■ Instructions to follow: Which lines run from the start of the data below to the line containing "function fillPath(path, color)"? Set them down exactly, with none added.

■ Supplied records:
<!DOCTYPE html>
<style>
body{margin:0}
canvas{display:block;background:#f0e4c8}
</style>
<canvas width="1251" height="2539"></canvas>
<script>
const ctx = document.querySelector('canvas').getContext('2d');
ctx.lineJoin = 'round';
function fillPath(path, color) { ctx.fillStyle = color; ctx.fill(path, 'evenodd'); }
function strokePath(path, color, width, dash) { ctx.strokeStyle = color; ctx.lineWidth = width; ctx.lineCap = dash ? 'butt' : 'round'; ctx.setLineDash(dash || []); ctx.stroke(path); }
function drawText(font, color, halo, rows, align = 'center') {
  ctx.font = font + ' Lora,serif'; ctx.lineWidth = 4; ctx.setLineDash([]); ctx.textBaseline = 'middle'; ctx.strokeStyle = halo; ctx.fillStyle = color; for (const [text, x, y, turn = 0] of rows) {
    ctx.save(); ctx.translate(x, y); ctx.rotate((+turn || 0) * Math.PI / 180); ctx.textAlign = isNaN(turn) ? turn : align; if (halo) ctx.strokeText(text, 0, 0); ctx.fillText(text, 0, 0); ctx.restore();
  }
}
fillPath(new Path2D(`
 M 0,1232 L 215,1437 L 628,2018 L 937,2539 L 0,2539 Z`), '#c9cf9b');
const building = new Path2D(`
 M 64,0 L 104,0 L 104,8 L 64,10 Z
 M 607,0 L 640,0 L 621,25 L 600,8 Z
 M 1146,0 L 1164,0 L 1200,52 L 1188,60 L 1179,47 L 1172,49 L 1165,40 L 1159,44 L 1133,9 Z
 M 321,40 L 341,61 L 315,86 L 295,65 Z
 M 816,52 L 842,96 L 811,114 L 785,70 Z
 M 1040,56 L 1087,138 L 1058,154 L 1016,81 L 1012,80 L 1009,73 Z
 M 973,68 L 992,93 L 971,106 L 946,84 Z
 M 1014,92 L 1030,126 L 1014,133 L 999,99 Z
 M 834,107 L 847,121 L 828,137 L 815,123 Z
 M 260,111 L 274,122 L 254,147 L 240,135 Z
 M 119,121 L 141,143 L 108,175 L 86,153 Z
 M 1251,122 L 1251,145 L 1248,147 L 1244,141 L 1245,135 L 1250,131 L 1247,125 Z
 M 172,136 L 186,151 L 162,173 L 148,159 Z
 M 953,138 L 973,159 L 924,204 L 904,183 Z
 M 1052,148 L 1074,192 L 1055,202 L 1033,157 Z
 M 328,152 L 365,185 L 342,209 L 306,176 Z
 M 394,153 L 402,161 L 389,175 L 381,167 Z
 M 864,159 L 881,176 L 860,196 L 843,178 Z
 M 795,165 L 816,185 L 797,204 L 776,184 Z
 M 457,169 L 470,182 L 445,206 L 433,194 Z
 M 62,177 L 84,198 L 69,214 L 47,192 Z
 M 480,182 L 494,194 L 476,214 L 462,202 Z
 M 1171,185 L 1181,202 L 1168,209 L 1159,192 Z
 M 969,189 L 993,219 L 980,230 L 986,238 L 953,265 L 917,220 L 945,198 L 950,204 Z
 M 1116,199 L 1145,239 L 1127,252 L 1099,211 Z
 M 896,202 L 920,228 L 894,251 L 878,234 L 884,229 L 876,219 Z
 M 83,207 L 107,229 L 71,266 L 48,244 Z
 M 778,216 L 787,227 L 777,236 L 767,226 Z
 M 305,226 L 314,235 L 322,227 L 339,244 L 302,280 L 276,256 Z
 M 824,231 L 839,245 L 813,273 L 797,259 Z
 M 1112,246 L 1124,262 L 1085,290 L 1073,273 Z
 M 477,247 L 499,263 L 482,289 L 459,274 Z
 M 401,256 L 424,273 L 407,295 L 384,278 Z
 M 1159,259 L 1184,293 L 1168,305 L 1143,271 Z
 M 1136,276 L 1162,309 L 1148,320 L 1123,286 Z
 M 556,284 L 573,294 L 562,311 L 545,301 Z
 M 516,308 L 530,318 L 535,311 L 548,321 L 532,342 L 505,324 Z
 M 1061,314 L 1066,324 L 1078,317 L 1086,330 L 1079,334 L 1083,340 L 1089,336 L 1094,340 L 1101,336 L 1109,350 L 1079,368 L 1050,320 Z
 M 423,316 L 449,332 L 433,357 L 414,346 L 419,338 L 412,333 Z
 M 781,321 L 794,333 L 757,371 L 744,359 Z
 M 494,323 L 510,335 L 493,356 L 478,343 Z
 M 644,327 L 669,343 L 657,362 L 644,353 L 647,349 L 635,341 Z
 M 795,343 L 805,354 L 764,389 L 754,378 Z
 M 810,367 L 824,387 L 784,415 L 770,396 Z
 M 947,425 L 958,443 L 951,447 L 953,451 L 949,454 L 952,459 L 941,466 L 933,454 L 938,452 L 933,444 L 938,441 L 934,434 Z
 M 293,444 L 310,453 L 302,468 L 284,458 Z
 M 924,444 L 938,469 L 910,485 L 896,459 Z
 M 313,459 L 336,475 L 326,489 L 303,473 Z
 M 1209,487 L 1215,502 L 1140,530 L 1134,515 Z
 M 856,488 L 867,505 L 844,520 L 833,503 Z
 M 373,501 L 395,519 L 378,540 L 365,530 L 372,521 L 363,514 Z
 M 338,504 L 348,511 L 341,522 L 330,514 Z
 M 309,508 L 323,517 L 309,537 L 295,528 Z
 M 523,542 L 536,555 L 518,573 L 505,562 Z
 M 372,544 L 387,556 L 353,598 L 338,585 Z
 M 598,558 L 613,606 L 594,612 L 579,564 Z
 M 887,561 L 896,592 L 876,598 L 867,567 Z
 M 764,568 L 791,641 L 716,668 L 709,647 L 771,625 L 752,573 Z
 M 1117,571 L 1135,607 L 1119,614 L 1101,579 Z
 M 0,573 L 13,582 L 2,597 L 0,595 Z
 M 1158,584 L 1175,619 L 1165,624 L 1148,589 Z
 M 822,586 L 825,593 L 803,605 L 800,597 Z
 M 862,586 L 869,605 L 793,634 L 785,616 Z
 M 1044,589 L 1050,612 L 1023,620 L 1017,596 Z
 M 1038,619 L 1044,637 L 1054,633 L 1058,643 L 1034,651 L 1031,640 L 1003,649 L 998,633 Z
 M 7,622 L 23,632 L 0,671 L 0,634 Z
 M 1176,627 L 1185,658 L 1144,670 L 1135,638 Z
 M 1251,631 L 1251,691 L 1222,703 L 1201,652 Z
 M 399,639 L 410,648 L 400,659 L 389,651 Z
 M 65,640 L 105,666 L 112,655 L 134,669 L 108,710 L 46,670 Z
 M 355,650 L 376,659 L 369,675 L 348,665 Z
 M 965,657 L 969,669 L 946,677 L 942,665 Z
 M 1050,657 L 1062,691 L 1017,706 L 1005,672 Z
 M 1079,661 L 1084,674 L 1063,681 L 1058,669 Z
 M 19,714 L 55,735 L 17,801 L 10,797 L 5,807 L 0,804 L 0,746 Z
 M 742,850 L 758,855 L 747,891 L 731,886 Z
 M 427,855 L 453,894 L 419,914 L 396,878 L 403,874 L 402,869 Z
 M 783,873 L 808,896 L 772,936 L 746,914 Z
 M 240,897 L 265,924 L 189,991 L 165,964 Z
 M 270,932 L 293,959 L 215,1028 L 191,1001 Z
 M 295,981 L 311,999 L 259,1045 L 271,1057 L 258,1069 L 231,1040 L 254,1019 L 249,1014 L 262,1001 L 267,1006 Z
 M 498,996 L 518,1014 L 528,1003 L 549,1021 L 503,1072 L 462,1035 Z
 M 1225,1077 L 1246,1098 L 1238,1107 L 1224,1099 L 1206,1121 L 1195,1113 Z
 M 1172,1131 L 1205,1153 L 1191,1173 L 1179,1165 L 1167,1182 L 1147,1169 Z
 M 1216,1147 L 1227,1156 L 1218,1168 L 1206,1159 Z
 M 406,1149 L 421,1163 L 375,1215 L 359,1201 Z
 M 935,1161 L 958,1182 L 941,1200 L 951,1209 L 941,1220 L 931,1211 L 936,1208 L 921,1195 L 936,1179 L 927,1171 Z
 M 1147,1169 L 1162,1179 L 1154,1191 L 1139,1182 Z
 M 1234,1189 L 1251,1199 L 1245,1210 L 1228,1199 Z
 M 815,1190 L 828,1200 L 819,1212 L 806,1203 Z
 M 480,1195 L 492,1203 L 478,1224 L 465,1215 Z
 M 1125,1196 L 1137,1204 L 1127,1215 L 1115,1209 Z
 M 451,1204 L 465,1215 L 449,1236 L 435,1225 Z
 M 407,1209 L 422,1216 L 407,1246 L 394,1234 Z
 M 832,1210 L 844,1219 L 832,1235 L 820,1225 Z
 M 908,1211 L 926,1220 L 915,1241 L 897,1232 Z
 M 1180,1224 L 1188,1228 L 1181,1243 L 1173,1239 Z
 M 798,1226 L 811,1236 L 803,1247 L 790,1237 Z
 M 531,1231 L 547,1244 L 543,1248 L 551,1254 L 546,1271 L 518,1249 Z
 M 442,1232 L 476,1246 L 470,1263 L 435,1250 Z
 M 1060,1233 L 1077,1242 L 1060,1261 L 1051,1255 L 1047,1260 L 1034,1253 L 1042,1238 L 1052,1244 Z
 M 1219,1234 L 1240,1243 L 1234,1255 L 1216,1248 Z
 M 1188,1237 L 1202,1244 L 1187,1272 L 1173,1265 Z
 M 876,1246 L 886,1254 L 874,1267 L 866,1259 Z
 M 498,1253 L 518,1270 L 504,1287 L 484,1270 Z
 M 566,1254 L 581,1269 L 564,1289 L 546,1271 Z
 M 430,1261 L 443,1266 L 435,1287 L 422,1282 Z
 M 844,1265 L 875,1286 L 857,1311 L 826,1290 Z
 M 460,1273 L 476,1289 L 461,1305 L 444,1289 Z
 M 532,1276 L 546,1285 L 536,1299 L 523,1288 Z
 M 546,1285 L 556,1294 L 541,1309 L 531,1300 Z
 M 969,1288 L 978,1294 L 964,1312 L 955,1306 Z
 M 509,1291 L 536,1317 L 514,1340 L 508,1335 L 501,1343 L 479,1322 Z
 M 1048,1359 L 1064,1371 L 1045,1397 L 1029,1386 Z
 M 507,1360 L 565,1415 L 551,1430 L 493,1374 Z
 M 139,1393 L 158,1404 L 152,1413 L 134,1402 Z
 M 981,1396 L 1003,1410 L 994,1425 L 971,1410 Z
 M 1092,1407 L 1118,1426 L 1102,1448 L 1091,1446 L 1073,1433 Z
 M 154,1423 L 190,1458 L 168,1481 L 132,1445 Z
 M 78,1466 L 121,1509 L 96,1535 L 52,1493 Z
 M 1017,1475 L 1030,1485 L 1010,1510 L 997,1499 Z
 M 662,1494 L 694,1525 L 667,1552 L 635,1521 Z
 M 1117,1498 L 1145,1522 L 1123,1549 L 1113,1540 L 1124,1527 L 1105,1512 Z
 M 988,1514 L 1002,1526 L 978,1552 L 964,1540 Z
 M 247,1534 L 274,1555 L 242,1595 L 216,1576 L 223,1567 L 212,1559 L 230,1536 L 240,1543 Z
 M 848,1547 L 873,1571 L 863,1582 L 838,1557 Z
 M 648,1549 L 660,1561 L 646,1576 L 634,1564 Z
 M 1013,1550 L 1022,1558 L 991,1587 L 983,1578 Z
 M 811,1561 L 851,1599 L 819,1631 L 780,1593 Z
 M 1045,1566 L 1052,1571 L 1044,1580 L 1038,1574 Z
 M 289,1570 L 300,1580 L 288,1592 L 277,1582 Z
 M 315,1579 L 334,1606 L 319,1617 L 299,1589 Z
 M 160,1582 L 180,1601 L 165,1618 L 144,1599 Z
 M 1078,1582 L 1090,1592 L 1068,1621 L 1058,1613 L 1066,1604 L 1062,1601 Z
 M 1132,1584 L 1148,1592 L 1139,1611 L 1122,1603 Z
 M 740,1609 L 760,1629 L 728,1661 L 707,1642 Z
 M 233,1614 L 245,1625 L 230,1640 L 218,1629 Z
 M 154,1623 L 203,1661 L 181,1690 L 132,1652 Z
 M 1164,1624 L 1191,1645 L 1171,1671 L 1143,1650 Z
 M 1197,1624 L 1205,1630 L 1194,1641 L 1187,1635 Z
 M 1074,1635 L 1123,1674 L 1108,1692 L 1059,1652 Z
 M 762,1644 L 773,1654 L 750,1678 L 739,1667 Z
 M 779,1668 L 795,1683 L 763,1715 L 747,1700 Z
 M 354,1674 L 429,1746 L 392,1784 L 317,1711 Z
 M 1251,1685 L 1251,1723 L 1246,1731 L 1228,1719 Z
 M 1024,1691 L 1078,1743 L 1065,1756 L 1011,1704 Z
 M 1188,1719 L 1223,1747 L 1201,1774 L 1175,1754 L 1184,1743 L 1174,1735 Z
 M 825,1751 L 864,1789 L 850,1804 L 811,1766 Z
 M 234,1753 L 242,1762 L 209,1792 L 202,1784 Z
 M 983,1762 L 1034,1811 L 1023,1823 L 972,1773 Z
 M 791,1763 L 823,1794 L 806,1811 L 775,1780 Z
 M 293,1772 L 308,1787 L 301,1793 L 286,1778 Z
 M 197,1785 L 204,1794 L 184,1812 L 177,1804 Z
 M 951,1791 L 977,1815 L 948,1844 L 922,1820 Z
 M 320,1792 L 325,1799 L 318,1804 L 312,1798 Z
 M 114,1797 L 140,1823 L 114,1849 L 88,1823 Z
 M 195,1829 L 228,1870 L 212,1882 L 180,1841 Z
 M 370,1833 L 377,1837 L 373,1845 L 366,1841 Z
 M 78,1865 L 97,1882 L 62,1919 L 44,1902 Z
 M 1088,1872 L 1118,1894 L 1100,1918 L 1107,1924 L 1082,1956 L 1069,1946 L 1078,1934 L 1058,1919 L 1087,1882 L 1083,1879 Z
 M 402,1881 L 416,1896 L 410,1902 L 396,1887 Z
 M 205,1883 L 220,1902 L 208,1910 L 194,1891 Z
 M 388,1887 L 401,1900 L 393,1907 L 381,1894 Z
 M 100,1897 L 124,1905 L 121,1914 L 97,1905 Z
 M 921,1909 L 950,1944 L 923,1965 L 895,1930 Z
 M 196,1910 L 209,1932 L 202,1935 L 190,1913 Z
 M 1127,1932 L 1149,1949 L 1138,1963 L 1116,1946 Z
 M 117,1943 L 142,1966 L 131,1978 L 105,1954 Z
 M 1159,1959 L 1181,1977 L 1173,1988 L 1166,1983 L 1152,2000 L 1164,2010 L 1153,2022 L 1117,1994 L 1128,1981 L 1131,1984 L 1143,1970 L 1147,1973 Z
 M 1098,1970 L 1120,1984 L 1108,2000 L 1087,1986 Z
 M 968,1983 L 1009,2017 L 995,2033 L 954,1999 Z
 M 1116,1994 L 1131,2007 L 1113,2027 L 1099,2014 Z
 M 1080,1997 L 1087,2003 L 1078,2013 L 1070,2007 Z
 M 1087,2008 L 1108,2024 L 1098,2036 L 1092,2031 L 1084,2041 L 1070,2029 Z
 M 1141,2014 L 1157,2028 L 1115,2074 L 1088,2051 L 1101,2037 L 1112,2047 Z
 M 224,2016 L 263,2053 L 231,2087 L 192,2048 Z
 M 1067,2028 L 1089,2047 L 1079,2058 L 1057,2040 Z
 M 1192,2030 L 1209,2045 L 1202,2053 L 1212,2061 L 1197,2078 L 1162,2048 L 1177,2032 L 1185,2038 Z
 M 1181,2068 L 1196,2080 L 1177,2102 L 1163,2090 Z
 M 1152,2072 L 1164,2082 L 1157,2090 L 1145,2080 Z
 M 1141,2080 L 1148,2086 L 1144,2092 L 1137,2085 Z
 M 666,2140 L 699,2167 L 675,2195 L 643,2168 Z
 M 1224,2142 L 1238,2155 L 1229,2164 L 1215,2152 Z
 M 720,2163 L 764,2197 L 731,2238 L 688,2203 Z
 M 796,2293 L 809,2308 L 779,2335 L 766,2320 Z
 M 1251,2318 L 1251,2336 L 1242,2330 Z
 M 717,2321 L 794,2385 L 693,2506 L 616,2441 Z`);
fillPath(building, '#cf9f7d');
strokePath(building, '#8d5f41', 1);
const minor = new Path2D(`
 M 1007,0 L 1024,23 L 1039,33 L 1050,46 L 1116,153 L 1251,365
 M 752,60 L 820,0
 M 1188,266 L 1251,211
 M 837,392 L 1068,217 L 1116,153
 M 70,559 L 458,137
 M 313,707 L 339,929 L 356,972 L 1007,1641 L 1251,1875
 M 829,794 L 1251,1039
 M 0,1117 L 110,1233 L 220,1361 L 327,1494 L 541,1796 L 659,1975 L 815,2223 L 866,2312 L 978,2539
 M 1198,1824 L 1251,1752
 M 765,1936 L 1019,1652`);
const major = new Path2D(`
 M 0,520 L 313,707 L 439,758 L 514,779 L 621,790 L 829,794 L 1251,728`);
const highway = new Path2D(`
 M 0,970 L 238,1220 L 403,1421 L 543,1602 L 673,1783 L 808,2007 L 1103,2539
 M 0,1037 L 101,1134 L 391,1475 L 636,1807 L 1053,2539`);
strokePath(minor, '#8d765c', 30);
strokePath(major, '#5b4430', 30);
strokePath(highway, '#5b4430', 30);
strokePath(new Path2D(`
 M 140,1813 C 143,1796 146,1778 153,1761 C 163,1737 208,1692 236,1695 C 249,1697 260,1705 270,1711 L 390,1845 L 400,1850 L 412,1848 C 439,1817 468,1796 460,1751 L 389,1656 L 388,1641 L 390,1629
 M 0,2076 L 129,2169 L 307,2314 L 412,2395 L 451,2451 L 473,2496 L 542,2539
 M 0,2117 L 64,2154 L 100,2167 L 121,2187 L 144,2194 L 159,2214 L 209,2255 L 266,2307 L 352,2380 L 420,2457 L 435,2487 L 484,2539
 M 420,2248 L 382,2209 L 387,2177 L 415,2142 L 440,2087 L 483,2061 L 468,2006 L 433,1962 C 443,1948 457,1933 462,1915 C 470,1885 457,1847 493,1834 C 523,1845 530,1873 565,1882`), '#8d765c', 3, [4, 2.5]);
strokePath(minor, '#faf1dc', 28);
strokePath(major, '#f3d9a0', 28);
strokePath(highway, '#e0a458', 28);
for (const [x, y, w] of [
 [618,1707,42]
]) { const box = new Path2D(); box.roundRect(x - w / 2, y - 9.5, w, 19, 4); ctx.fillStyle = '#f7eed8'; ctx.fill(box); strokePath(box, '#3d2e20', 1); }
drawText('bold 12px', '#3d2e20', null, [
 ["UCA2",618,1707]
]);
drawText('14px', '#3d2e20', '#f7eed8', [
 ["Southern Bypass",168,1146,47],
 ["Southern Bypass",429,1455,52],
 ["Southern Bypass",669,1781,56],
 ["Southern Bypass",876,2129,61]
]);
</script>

■ Response box:
<!DOCTYPE html>
<style>
body{margin:0}
canvas{display:block;background:#f0e4c8}
</style>
<canvas width="1251" height="2539"></canvas>
<script>
const ctx = document.querySelector('canvas').getContext('2d');
ctx.lineJoin = 'round';
function fillPath(path, color) { ctx.fillStyle = color; ctx.fill(path, 'evenodd'); }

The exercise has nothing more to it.